The Wells Reserve will receive $99,948 to work with more than a dozen other estuarine reserves to develop a curriculum, resources, and training in conflict resolution. The project, “Resilience Dialogues: Strategies for Conflict Management in Collaborative Science,” will be coordinated by the director of the Wells Reserve’s Coastal Training Program, Dr. Christine Feurt.

Feurt explained, “For nearly 10 years, our network of reserve sites has been bringing people together to make decisions about protecting water resources in their communities. At times, conflicts arise that challenge a group’s ability to reach consensus. This grant will allow us to discover, evaluate, and share the best techniques for removing barriers so cities and towns can improve water quality.” 

The Wells Reserve will also be involved with a University of New Hampshire (UNH) project to expand the use of genomic research in fisheries management. UNH was awarded a $496,887 grant for “New Technology for Old Problems—Using DNA Methods to Monitor Invasive Species and Biodiversity in Estuarine Systems.” The Wells Reserve will help UNH design and test a DNA-based method for monitoring invasive species and biodiversity.

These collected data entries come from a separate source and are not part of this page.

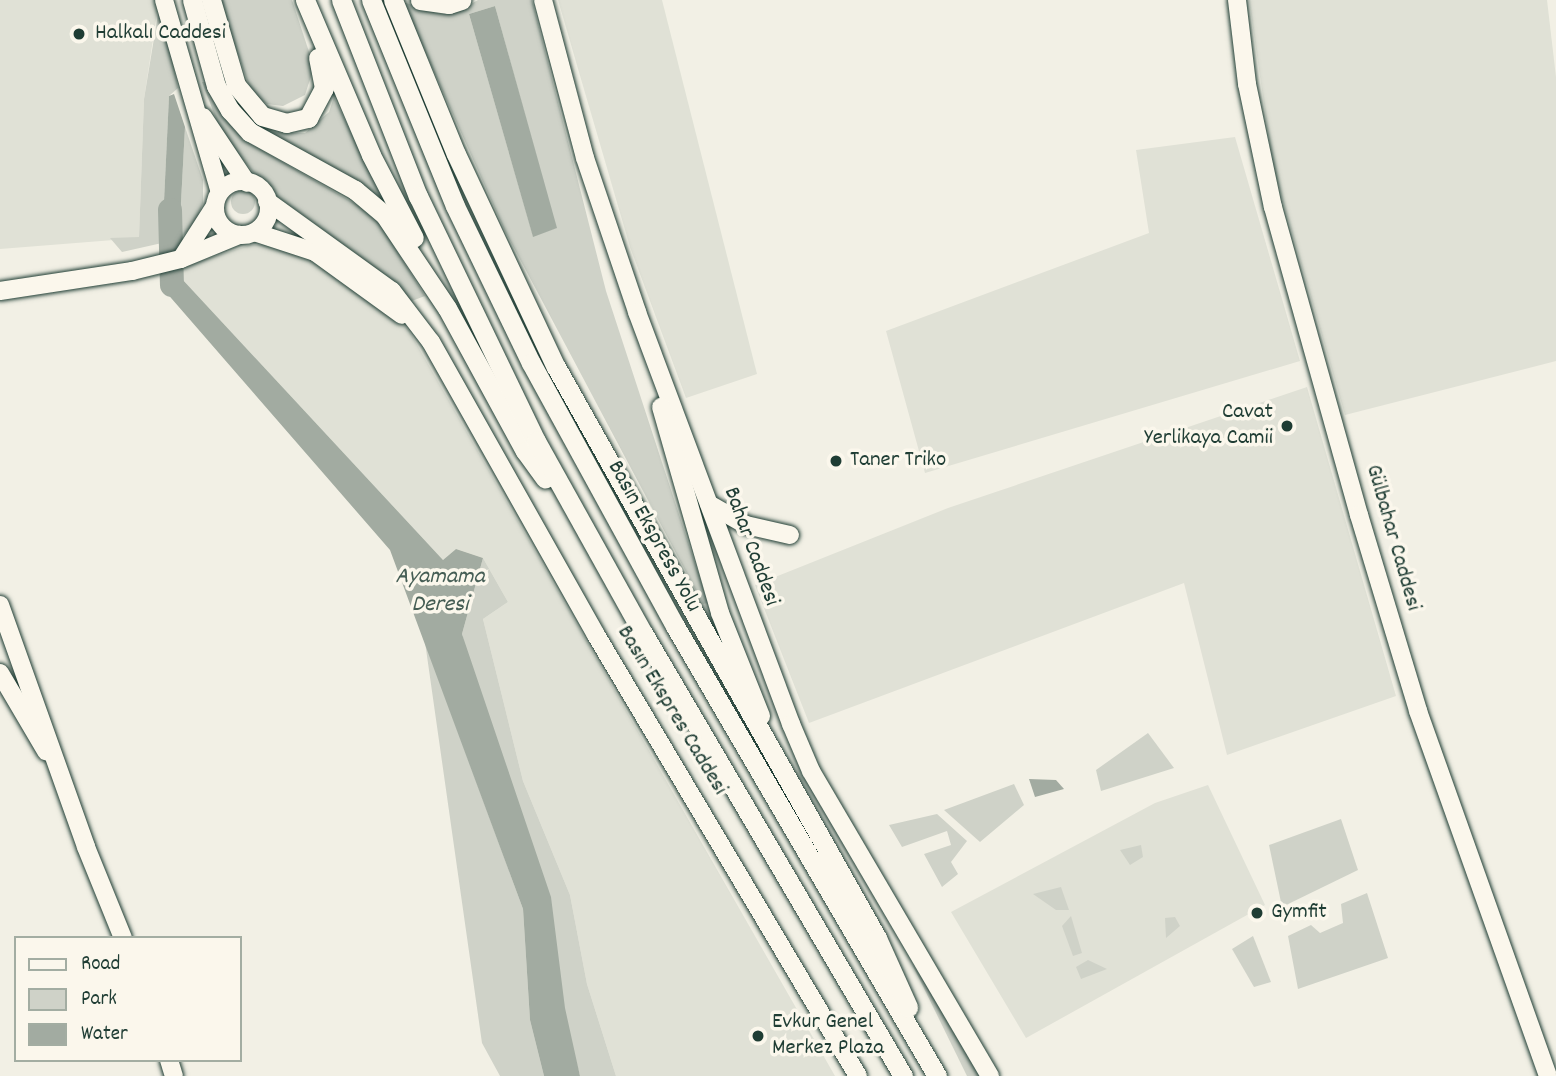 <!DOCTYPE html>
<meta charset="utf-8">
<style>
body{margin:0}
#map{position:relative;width:1556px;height:1076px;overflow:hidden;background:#f2f0e5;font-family:Dekko,sans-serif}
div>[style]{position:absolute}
.built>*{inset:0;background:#e0e1d6}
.green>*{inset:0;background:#cfd2c8}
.round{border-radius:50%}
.water>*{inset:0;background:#a2aba1}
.river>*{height:24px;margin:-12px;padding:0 12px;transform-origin:12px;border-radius:12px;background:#a2aba1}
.roads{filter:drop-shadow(0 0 2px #1f3d34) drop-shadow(0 0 2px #1f3d34)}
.major>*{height:18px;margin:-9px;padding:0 9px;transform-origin:9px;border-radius:9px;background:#fbf7ec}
.major>.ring{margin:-9px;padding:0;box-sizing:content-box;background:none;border:18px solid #fbf7ec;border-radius:50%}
.highway>*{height:19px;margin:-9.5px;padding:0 9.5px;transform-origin:9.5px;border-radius:9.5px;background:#fbf7ec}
.dots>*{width:19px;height:19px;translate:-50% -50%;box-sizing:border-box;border:4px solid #fbf7ec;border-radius:50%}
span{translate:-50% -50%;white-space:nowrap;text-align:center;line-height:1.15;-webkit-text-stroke:7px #fbf7ec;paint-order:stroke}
.poi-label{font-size:23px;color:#1f3d34}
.left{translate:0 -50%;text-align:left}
.right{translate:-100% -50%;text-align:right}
.street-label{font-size:23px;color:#1f3d34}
.water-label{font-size:24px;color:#465e55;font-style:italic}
.legend{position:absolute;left:14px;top:936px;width:228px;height:126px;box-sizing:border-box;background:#fbf7ec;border:2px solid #a3ada2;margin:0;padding:9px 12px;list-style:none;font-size:21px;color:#1f3d34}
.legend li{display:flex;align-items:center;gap:14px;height:35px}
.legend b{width:35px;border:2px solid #a3ada2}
</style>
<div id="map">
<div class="built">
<i style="clip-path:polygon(0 0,159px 0,144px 99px,139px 238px,0 249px)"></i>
<i style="clip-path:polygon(558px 0,662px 0,757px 374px,686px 398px,630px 247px)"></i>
<i style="clip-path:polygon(1249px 0,1547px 0,1556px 77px,1556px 361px,1345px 415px,1273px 166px)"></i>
<i style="clip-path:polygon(1235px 137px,1300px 361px,925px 473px,886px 331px,1149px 233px,1136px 150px)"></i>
<i style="clip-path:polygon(250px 245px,279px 245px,326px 268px,408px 329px,835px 1076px,616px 1076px,587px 984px,570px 895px,523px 781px,483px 619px,508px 602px,483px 558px,456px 549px,443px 560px,182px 279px,182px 267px)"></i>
<i style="clip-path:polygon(1307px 387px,1396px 696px,1227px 755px,1184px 583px,809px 723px,755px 585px,948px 508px)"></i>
<i style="clip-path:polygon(1208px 785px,1265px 905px,1026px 1038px,951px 912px,1155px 803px)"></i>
</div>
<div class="green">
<i style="clip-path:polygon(219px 0,292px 0,314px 67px,305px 95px,283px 106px,267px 104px,252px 94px)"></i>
<i style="clip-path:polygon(evenodd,478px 0,532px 0,606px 291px,708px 603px,703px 604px,505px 231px,403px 2px,440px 14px,457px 12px,478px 0,495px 6px,556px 228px,533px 236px,469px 14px,495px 6px)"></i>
<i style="clip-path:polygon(160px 2px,178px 88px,169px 96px,162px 243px,122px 252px,110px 238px,139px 237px,144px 99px)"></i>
<i style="clip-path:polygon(202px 82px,207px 82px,242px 139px,359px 206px,380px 224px,425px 296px,409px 302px,366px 261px,268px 190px,222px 134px)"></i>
<i style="clip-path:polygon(334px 97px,382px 198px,264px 132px,305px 133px,329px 112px)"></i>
<i style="clip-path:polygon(185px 127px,203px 180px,203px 203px,196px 221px,179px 240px)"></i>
<i class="round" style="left:231px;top:190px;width:24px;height:24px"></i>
<i style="clip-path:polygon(483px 558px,508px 602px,483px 619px,523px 781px,570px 895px,587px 984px,616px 1076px,580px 1076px,462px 634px)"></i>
<i style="clip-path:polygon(425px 642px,523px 909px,530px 1020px,544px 1076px,500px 1076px,482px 1043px)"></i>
<i style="clip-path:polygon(1148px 733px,1174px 768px,1101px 791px,1096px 770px)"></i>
<i style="clip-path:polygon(1014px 784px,1024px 805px,980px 842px,944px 810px)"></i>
<i style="clip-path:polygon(937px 814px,967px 841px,951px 862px,958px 874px,942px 887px,924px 854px,951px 845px,947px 831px,902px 847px,889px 825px)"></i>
<i style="clip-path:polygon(1341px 819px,1358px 870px,1282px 907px,1269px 845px)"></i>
<i style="clip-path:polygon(1141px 845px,1143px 857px,1130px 865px,1120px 850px)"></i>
<i style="clip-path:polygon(1061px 887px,1069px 910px,1056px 910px,1033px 894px)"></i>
<i style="clip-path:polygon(1367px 893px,1388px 958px,1298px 989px,1288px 936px,1311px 925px,1320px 933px,1343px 923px,1341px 904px)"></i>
<i style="clip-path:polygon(1071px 916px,1082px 953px,1073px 956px,1062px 926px)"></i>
<i style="clip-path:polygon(1175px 917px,1180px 926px,1166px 938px,1165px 918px)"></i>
<i style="clip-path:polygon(1253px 936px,1271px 982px,1254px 987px,1232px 949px)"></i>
<i style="clip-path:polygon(1088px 960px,1107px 969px,1081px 979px,1076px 967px)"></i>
<i style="clip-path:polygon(912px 964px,943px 1008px,981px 1076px,967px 1076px)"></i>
</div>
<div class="water">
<i style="clip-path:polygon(495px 6px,557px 228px,533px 237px,469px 14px)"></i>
<i style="clip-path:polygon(174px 94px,185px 127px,179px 240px,162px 243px,169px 96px)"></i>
<i style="clip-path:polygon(182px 267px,182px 279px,443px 560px,456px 549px,483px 558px,462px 634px,551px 897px,565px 1008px,580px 1076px,544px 1076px,530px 1020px,523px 909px,390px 550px,165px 291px,162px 271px)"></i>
<i style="clip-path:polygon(1029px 779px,1056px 780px,1064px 789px,1035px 797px)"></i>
</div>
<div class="river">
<i style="left:170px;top:210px;width:75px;rotate:88.5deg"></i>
</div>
<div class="roads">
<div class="major">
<i style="left:164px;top:0;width:197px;rotate:73.8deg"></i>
<i style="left:543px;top:0;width:163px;rotate:75.1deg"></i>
<i style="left:585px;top:158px;width:163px;rotate:71.3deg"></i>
<i style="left:637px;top:312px;width:440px;rotate:69.5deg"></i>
<i style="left:791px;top:724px;width:51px;rotate:66.9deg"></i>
<i style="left:811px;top:771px;width:354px;rotate:59.6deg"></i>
<i style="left:1237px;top:0;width:85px;rotate:83.2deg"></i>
<i style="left:1247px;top:84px;width:126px;rotate:78.1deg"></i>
<i style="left:1273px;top:207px;width:320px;rotate:74.4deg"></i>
<i style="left:1359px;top:515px;width:205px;rotate:73.2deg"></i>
<i style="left:1418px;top:711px;width:387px;rotate:70.4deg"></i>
<i style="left:203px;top:117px;width:79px;rotate:56.3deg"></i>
<i class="ring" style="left:215px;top:181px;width:36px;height:36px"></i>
<i style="left:267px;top:201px;width:154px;rotate:35.8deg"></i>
<i style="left:392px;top:291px;width:64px;rotate:52.6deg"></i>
<i style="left:431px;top:342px;width:336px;rotate:60.6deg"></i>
<i style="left:596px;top:635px;width:513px;rotate:59.29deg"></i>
<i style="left:257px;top:233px;width:61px;rotate:18.1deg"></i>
<i style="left:315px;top:252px;width:107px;rotate:35.9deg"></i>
<i style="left:181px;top:259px;width:63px;rotate:-57.3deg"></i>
<i style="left:0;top:291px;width:134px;rotate:-8.6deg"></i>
<i style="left:132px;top:271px;width:50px;rotate:-13.8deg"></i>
<i style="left:181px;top:259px;width:63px;rotate:-22.5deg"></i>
<i style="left:661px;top:407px;width:214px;rotate:74deg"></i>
<i style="left:720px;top:613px;width:111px;rotate:68.3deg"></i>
<i style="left:709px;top:504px;width:43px;rotate:29.6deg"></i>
<i style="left:746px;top:525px;width:45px;rotate:12.8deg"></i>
<i style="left:0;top:605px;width:257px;rotate:70.4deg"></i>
<i style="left:86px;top:847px;width:98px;rotate:67.9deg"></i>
<i style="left:0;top:673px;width:91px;rotate:59.5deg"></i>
<i style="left:169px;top:1060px;width:17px;rotate:73deg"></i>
</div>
<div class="highway">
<i style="left:192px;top:0;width:89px;rotate:74.4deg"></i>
<i style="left:216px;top:86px;width:28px;rotate:60deg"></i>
<i style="left:230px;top:110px;width:30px;rotate:48deg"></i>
<i style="left:250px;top:132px;width:120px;rotate:28.9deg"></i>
<i style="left:355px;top:190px;width:38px;rotate:40deg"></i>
<i style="left:384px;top:214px;width:113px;rotate:56.2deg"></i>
<i style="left:447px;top:308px;width:163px;rotate:61.4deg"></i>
<i style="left:525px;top:451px;width:34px;rotate:54deg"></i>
<i style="left:211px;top:0;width:89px;rotate:73.6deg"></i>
<i style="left:236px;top:85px;width:40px;rotate:50deg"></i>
<i style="left:262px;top:116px;width:25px;rotate:16deg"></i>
<i style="left:286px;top:123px;width:23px;rotate:-13deg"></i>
<i style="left:308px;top:118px;width:34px;rotate:-62deg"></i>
<i style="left:324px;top:88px;width:31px;rotate:-101deg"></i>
<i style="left:305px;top:0;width:168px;rotate:66.9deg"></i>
<i style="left:371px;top:155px;width:93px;rotate:62.6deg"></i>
<i style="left:341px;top:0;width:211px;rotate:68.6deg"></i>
<i style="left:418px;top:196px;width:272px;rotate:64.3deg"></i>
<i style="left:536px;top:441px;width:220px;rotate:60.9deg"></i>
<i style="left:643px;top:633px;width:514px;rotate:59.59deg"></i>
<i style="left:371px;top:0;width:222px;rotate:67.8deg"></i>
<i style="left:455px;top:206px;width:174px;rotate:64.2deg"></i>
<i style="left:531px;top:363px;width:300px;rotate:61.3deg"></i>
<i style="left:675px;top:626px;width:521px;rotate:59.79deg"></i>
<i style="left:393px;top:0;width:166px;rotate:67.8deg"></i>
<i style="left:456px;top:154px;width:235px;rotate:64.9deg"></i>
<i style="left:556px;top:367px;width:655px;rotate:60.66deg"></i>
<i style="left:877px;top:938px;width:76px;rotate:65.8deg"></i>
<i style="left:420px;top:0;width:29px;rotate:8deg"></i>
<i style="left:449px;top:4px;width:13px;rotate:-18deg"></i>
</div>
</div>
<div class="dots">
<i style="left:79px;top:34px;background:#1f3d34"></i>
<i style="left:1287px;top:426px;background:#1f3d34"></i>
<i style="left:836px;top:461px;background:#1f3d34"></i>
<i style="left:1257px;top:913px;background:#1f3d34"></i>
<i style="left:758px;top:1036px;background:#1f3d34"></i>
</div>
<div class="poi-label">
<span class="left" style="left:95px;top:34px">Halkalı Caddesi</span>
<span class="right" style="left:1273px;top:426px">Cavat<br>Yerlikaya Camii</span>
<span class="left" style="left:850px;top:461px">Taner Triko</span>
<span class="left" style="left:1271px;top:913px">Gymfit</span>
<span class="left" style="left:772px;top:1036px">Evkur Genel<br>Merkez Plaza</span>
</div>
<div class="street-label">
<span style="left:653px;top:537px;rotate:61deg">Basın Ekspress Yolu</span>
<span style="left:1392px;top:538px;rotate:74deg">Gülbahar Caddesi</span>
<span style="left:750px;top:547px;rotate:70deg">Bahar Caddesi</span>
<span style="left:671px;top:711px;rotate:59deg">Basın Ekspres Caddesi</span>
</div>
<div class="water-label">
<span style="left:440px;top:592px">Ayamama<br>Deresi</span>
</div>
<ul class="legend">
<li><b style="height:9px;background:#fbf7ec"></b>Road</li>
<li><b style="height:19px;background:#cfd2c8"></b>Park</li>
<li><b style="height:19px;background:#a2aba1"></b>Water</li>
</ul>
</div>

“Environmental DNA techniques, or eDNA, may revolutionize fisheries field work and population monitoring,” said Dr. Jason Goldstein, the reserve’s research director. “Water and sediment carry traces of DNA from fishes and invertebrates that inhabit rivers, streams, and estuaries. By analyzing the water or sediment for DNA, we can discover what species are present. The eDNA method can complement or augment traditional monitoring methods.”

The National Estuarine Research Reserve System’s Science Collaborative supports collaborative research that addresses coastal management problems important to the reserves. The Science Collaborative is managed by the University of Michigan’s Water Center through a cooperative agreement with the National Oceanic and Atmospheric Administration. Funding for the research reserves and this program comes from NOAA.